Can I split profiling jobs in IBM Information Analyzer by rows AND columns?

41 Views Asked by At

I have some tables that I need to profile on IBM Information Analyzer that have hundreds of thousands (in some cases, even millions) of rows, and hundreds of columns (450 - 500 max). For rows, I have simply taken a sample of 20,000. Is there any setting that I can use to split profiling jobs by columns as well as rows, so that the processing server doesn't choke up?

1

There are 1 best solutions below

0
On

What version of Information Analyzer are you using? What is your data source (which type of database or flat file)? Which of the sampling options are you using? What IA analysis are you running? I will assume Column Analysis.

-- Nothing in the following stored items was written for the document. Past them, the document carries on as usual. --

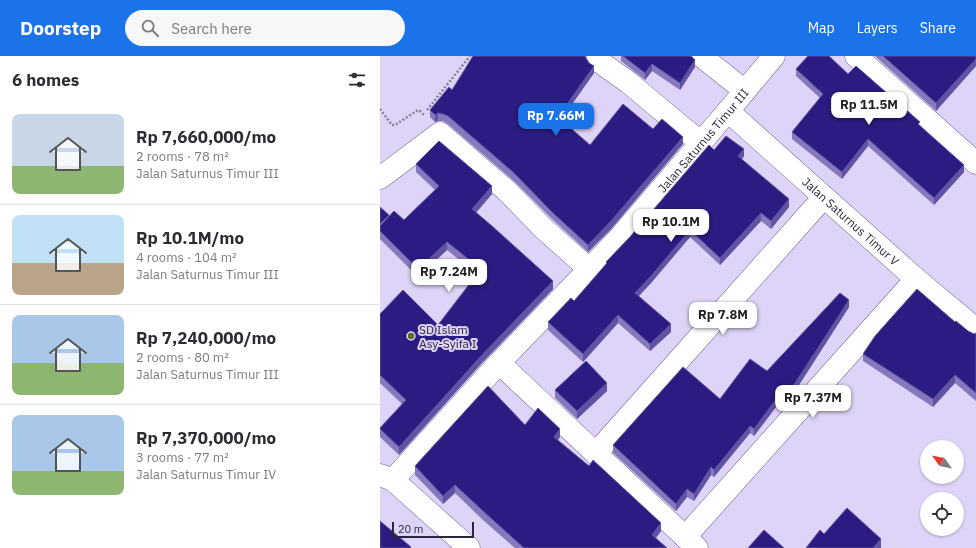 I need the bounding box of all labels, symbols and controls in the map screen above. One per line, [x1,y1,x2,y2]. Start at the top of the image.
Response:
search box [125,10,405,46]
text: Doorstep [20,16,101,40]
icon: search [139,17,161,39]
text: Search here [171,19,252,38]
text: Map [808,19,835,37]
text: Layers [857,19,898,37]
text: Share [920,19,956,37]
text: 6 homes [12,69,79,91]
icon: filters [346,69,368,91]
street label: Jalan Saturnus Timur III [654,85,752,195]
pin: Rp 11.5M [828,92,910,126]
text: Rp 11.5M [840,96,898,113]
pin: Rp 7.66M [515,103,597,137]
text: Rp 7.66M [527,107,585,124]
text: Rp 7,660,000/mo [136,126,276,148]
icon: home [44,130,92,178]
text: 2 rooms · 78 m² [136,148,229,165]
text: Jalan Saturnus Timur III [136,165,279,182]
street label: Jalan Saturnus Timur V [799,174,903,269]
pin: Rp 10.1M [630,209,712,243]
text: Rp 10.1M [642,213,700,230]
text: Rp 10.1M/mo [136,227,244,249]
icon: home [44,231,92,279]
text: 4 rooms · 104 m² [136,249,237,266]
pin: Rp 7.24M [408,259,490,293]
text: Rp 7.24M [420,263,478,280]
text: Jalan Saturnus Timur III [136,266,279,283]
pin: Rp 7.8M [686,302,760,336]
text: Rp 7.8M [698,306,748,323]
place label: SD Islam Asy-Syifa I [419,322,477,351]
text: Rp 7,240,000/mo [136,327,276,349]
icon: home [44,331,92,379]
marker: SD Islam Asy-Syifa I [406,331,416,341]
text: 2 rooms · 80 m² [136,349,229,366]
text: Jalan Saturnus Timur III [136,366,279,383]
pin: Rp 7.37M [772,385,854,419]
text: Rp 7.37M [784,389,842,406]
text: Rp 7,370,000/mo [136,427,276,449]
icon: home [44,431,92,479]
north arrow [920,440,964,484]
map controls [920,440,964,536]
text: 3 rooms · 77 m² [136,449,229,466]
text: Jalan Saturnus Timur IV [136,466,276,483]
button: locate [920,492,964,536]
scale bar [392,520,474,539]
text: 20 m [398,522,423,536] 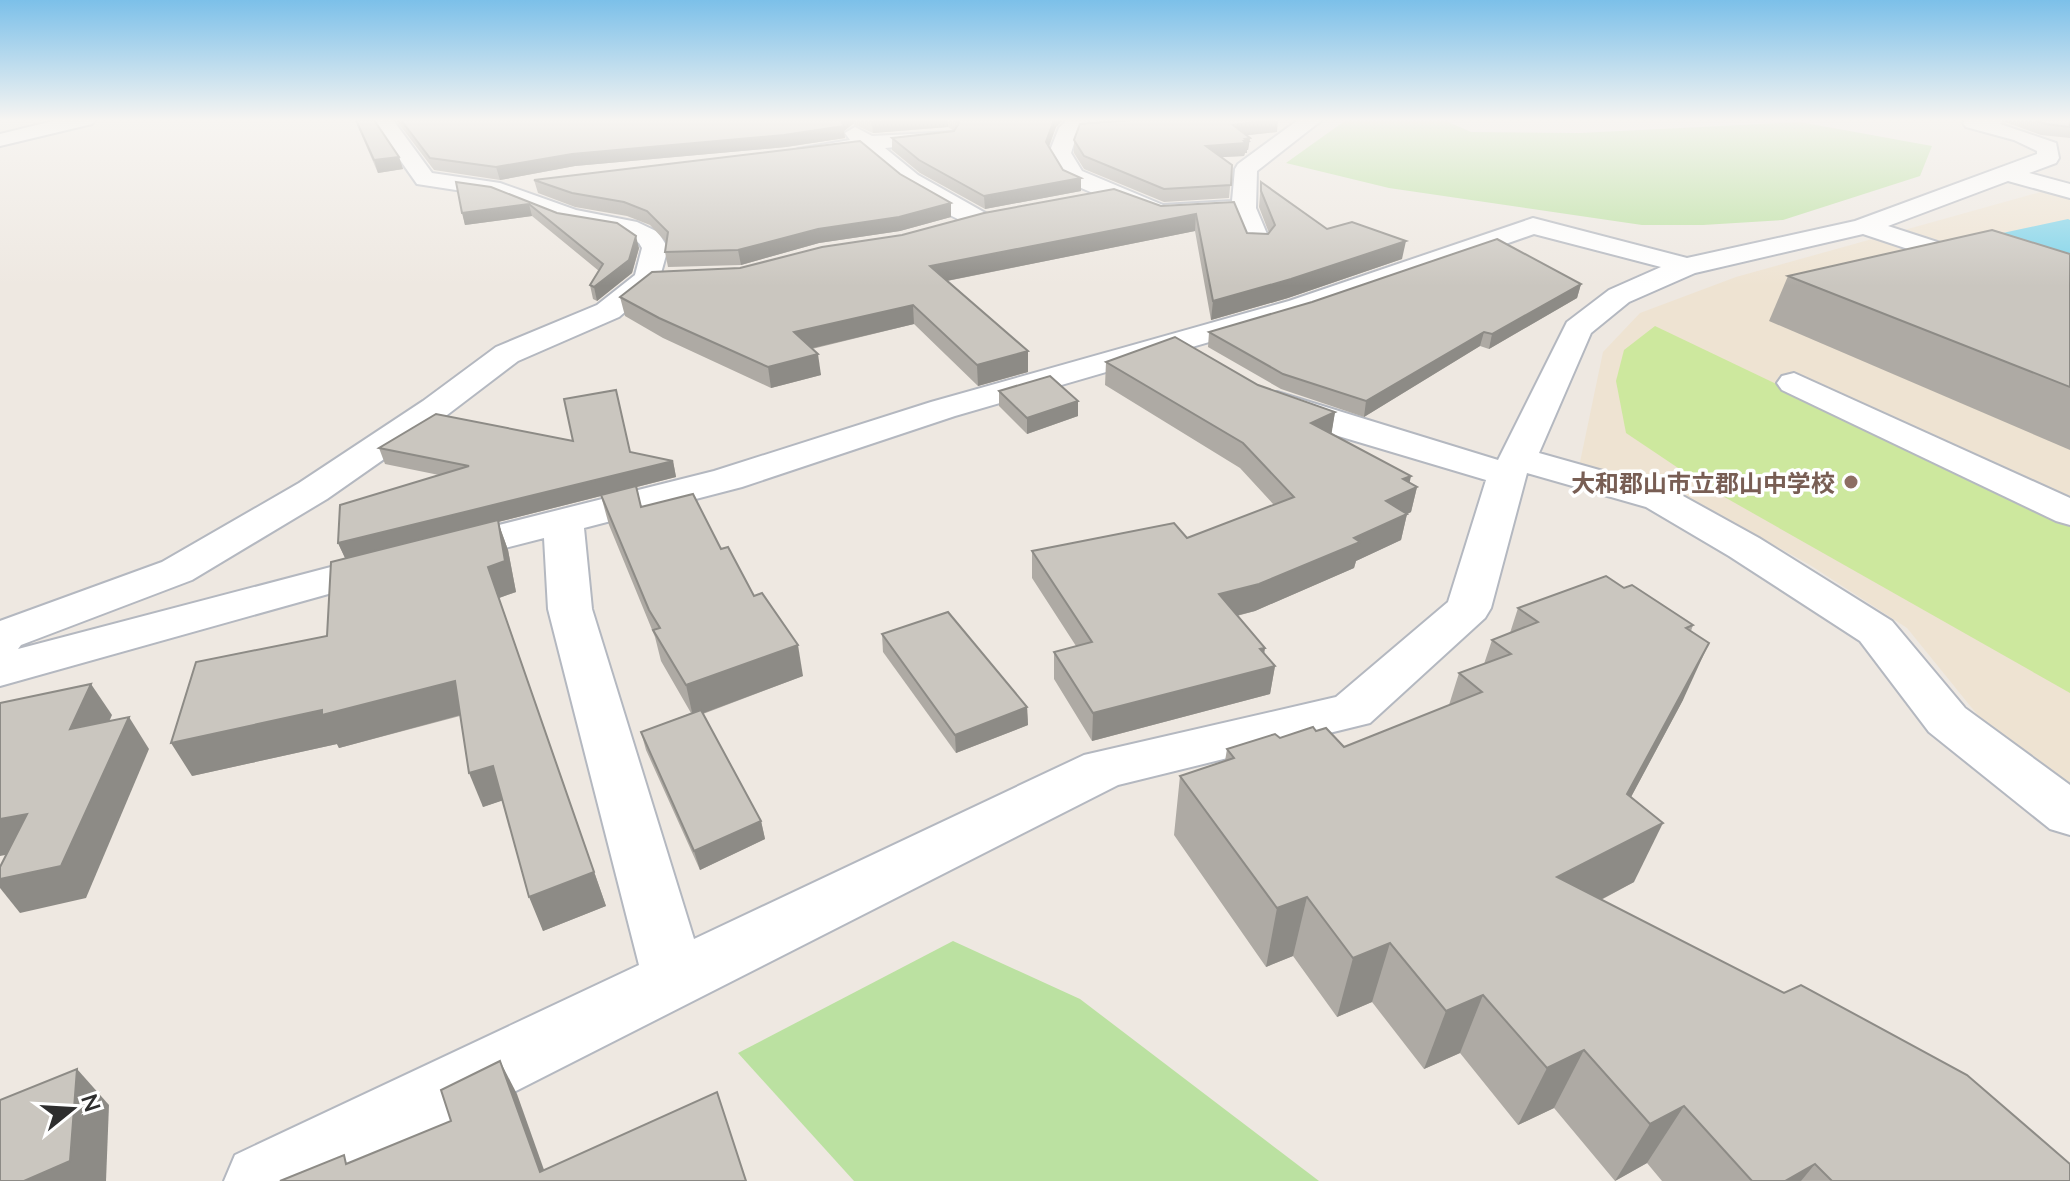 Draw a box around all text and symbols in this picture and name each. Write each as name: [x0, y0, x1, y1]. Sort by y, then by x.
place label: 大和郡山市立郡山中学校: [1571, 468, 1835, 497]
marker: 大和郡山市立郡山中学校: [1842, 473, 1860, 491]
north arrow: [32, 1069, 112, 1149]
text: N: [76, 1090, 107, 1115]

How many processor cores and how much physical memory are available to IA?

1) In general, IA creates a separate job/task for each set of 10 columns. Example: Assume you are analyzing a single 450 column table given. This will spawn 50 jobs/tasks for Column Analysis. If your system is overwhelmed it may be undersized.

2) You can analyze fewer than all the columns. For example you can analyze the first 50 columns.

3) Most analysis you invoke from the UI can also be invoked from the command line. It may be easier for you to script a job that a) determines all the columns for a table, b) generates and runs separate jobs for each set of 50 columns.